After graduating from Miami High, I entered the University of Miami. The campus was different from the way it looks today. Everyone congregated at the “Slop Shop,” along the patio by the lake. Girls were forbidden to wear Bermuda shorts to class and many wore them under their trench coats. There was always a party going on at one of the frat houses that lined the campus, and the lion in front of PKA frat house was constantly getting attacked with paint. On Friday afternoons, the place to go was the Campus Canteen, which is now Taco Rico on U.S. 1. One afternoon, Coral Gables police officers pulled up to the Canteen with a bus to haul away all the students who were caught drinking under the age of 21.
Miracle Mile and Lincoln Road were THE places to shop before Dadeland was built, with many wonderful stores to choose from, like Judy Leslie’s and Stow on the Wold. Popular restaurants included Chippy’s and Jahn’s Ice Cream Parlor. Also, Tyler’s Restaurant on Ponce de Leon Boulevard, where the chicken with honey was always a hit. A few blocks down on Coral Way was Dean’s Waffle Shop where we would go for a late-night snack after a movie. At Dean’s you always saw someone you knew. The Holsum Bakery coffee shop was another popular spot to stop for coffee and glorious French doughnuts.
In the ‘70s, the favorite sport among teens, including our oldest daughter (unknown to me), was to sneak into the abandoned VA hospital – now the Biltmore – and climb up to the tower. This was a challenging and scary prospect as there were no lights in the building and the abandoned operating tables and gurneys added to the eerie atmosphere. I learned of these exploits years later when my daughter knew she would be free from punishment.

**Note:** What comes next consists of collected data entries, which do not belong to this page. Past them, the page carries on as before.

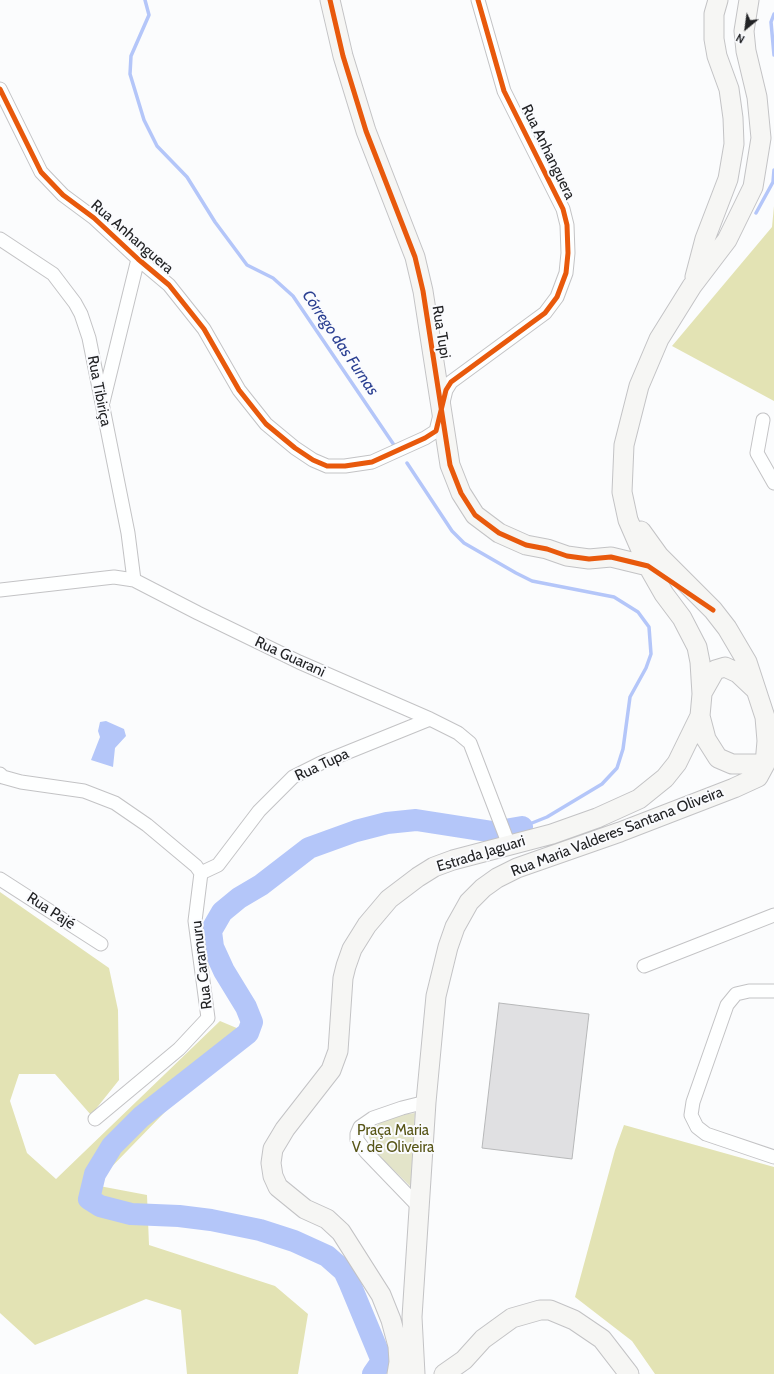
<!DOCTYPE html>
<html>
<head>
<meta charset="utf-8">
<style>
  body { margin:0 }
  #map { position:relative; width:774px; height:1374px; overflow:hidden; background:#fbfcfd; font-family:Cabin,sans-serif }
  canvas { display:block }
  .north { position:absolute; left:726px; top:8px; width:40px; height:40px; -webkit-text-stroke:3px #fafbfe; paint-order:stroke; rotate:209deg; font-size:11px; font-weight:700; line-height:16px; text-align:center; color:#222325 }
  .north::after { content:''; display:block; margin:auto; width:14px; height:18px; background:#222325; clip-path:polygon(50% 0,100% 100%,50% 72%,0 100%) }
</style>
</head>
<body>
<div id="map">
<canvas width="774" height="1374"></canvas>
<div class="north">N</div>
</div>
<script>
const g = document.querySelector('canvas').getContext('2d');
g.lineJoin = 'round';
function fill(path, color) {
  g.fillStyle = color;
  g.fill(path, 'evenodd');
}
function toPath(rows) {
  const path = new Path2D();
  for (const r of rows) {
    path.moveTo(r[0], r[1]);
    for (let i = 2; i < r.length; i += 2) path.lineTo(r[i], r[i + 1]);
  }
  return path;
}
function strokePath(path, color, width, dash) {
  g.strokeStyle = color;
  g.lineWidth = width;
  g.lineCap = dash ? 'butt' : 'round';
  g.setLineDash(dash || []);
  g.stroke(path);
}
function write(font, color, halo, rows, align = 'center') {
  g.font = font + ' Cabin,sans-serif';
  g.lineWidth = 4;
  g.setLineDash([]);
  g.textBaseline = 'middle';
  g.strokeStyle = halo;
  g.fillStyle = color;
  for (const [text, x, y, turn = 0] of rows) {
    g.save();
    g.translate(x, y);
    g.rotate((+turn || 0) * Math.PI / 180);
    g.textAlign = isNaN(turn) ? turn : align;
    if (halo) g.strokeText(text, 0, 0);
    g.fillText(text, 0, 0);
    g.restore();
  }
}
const green = toPath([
  [415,1113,412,1161,411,1187,374,1151,368,1135,379,1123,394,1116]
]);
const forest = toPath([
  [774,206,774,401,672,346,772,227],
  [0,892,109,968,118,1010,119,1080,91,1115,55,1074,19,1074,10,1101,27,1153,56,1179,220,1021,239,1029,232,1043,94,1185,147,1195,149,1245,275,1286,308,1314,298,1374,187,1374,181,1310,146,1299,35,1345,0,1313],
  [624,1125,774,1167,774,1374,655,1374,632,1341,575,1297,615,1150]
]);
const water = toPath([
  [106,721,124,729,126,736,115,748,113,767,91,760,100,737,98,731,100,722]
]);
const stream = toPath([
  [145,0,149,15,131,56,130,74,144,120,157,146,187,177,215,222,247,265,273,278,293,296,394,445],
  [774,14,771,22,774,55],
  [756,213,773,182,774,170],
  [407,463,452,531,464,543,516,573,532,581,614,597,638,612,649,627,651,654,646,668,630,697,623,749,617,768,602,784,547,817,522,827]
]);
const river = toPath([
  [373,1374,382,1361,350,1284,344,1271,327,1256,294,1241,260,1230,211,1220,179,1216,131,1214,100,1206,89,1199,95,1174,112,1146,141,1117,248,1033,252,1022,246,1007,224,971,213,947,211,931,222,912,239,898,261,885,309,848,356,831,387,823,416,820,493,832,522,827]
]);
const building = toPath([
  [499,1003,589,1014,572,1159,482,1148,499,1003]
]);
const street = toPath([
  [0,89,41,172,63,195,94,218,138,259,169,285,204,329,239,390,266,424,295,448,313,460,327,466,345,466,372,462,425,438,436,431,446,390,451,382,545,313,557,297,566,273,568,253,567,225,563,209,504,91,478,0],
  [0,239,53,274,75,303,81,314,89,338,128,533,134,580],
  [103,402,138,259],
  [763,420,757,453,774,483],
  [0,590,114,577,134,580,198,613,299,662,430,719,458,733,470,743,509,845],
  [0,774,3,777,21,782,84,791,115,803,147,825,196,866,201,873,195,921,208,1018,179,1049,95,1119],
  [201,873,218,865,259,811,293,777,321,763,430,719],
  [0,879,101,944],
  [644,966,774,915],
  [774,991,749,991,736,994,727,1005,693,1102,691,1115,697,1127,706,1134,774,1157],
  [419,1207,366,1152,357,1140,357,1134,360,1127,373,1118,402,1108,426,1102]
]);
const secondary = toPath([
  [330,0,343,56,366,131,415,257,423,291,450,465,461,493,475,515,499,533,526,545,547,549,567,556,589,559,611,557,648,566,656,571],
  [695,277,705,239,728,179,734,144,733,118,729,89,717,56,714,39,714,14,718,0],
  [702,693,715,670,725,667,738,673,755,689],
  [700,716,706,739,718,758,732,764,765,764],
  [397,1374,399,1362,398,1346,391,1320,381,1295,341,1232,327,1219,305,1209,278,1187,273,1176,271,1163,273,1149,285,1129,331,1070,338,1051,343,978,346,966,352,949,367,925,389,899,418,877,434,867,453,860,552,834,597,818,639,799,665,778,677,763,700,716,702,694,700,662,697,647,682,618,664,594,648,566,628,520,622,492,624,445,639,386,659,339,692,286,727,240,753,187,761,138,757,97,746,51,744,31,749,0],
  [415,1374,412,1317,426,1102,436,996,448,947,455,927,469,902,483,888,497,878,517,868,620,832,734,788,758,777,765,764,767,741,765,717,747,662,727,628,713,610,659,556,641,531],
  [444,1374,464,1360,483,1339,512,1318,540,1310,550,1310,574,1320,602,1339,629,1374]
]);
const cycleway = toPath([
  [330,0,343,56,366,131,415,257,423,291,450,465,461,493,475,515,499,533,526,545,547,549,567,556,589,559,611,557,648,566,713,610],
  [0,89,41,172,63,195,94,218,138,259,169,285,204,329,239,390,266,424,295,448,313,460,327,466,345,466,372,462,425,438,436,431,446,390,451,382,545,313,557,297,566,273,568,253,567,225,563,209,504,91,478,0]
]);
const streetNames = [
  ["Rua Anhanguera",548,152,64],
  ["Rua Anhanguera",132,237,41],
  ["Rua Tupi",441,332,81],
  ["Rua Tibiriça",99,391,79],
  ["Rua Guarani",290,657,25],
  ["Rua Tupa",322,765,-25],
  ["Rua Maria Valderes Santana Oliveira",617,832,-21],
  ["Estrada Jaguari",481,854,-17],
  ["Rua Pajé",51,911,33],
  ["Rua Caramuru",202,965,-97]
];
const parkNames = [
  ["Praça Maria",393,1131],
  ["V. de Oliveira",393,1148]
];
const waterNames = [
  ["Córrego das Furnas",340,343,56]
];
fill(green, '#e3e4c9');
fill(forest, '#e3e3b4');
fill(water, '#b4c6f9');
strokePath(stream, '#b4c6f9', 3.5);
strokePath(river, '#b4c6f9', 22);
fill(building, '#e0e0e2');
strokePath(building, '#b7b8b9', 1);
strokePath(street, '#c3c3c5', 15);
strokePath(secondary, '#c3c3c5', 21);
strokePath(street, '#feffff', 13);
strokePath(secondary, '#f6f6f4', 19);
strokePath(cycleway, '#e8590c', 5);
write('15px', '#222325', '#fafbfe', streetNames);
write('15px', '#575516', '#fafbfe', parkNames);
write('italic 16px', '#2a3f91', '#fafbfe', waterNames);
</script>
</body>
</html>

My husband and I have been residents of Coral Gables for 45 years. We remain ever grateful for the privilege of living and raising our children in this beautiful city. Our daughters now live in New York but loved growing up here and spent much of their youth playing tennis and swimming at the Coral Gables Country Club. They have fond memories of J. Paul Riddle, an aviation pioneer and founder of Embry Riddle Aereonautical University, who was a mentor and tennis coach to my older daughter and so many of the youngsters who frequented the tennis courts.
As a docent at Merrick House, I have learned much about our city’s history and the debt we owe to its founder and creator, George Merrick. It is always a good feeling to drive through the arches and come home to this beautiful tree city. There is nowhere in South Florida I would rather live.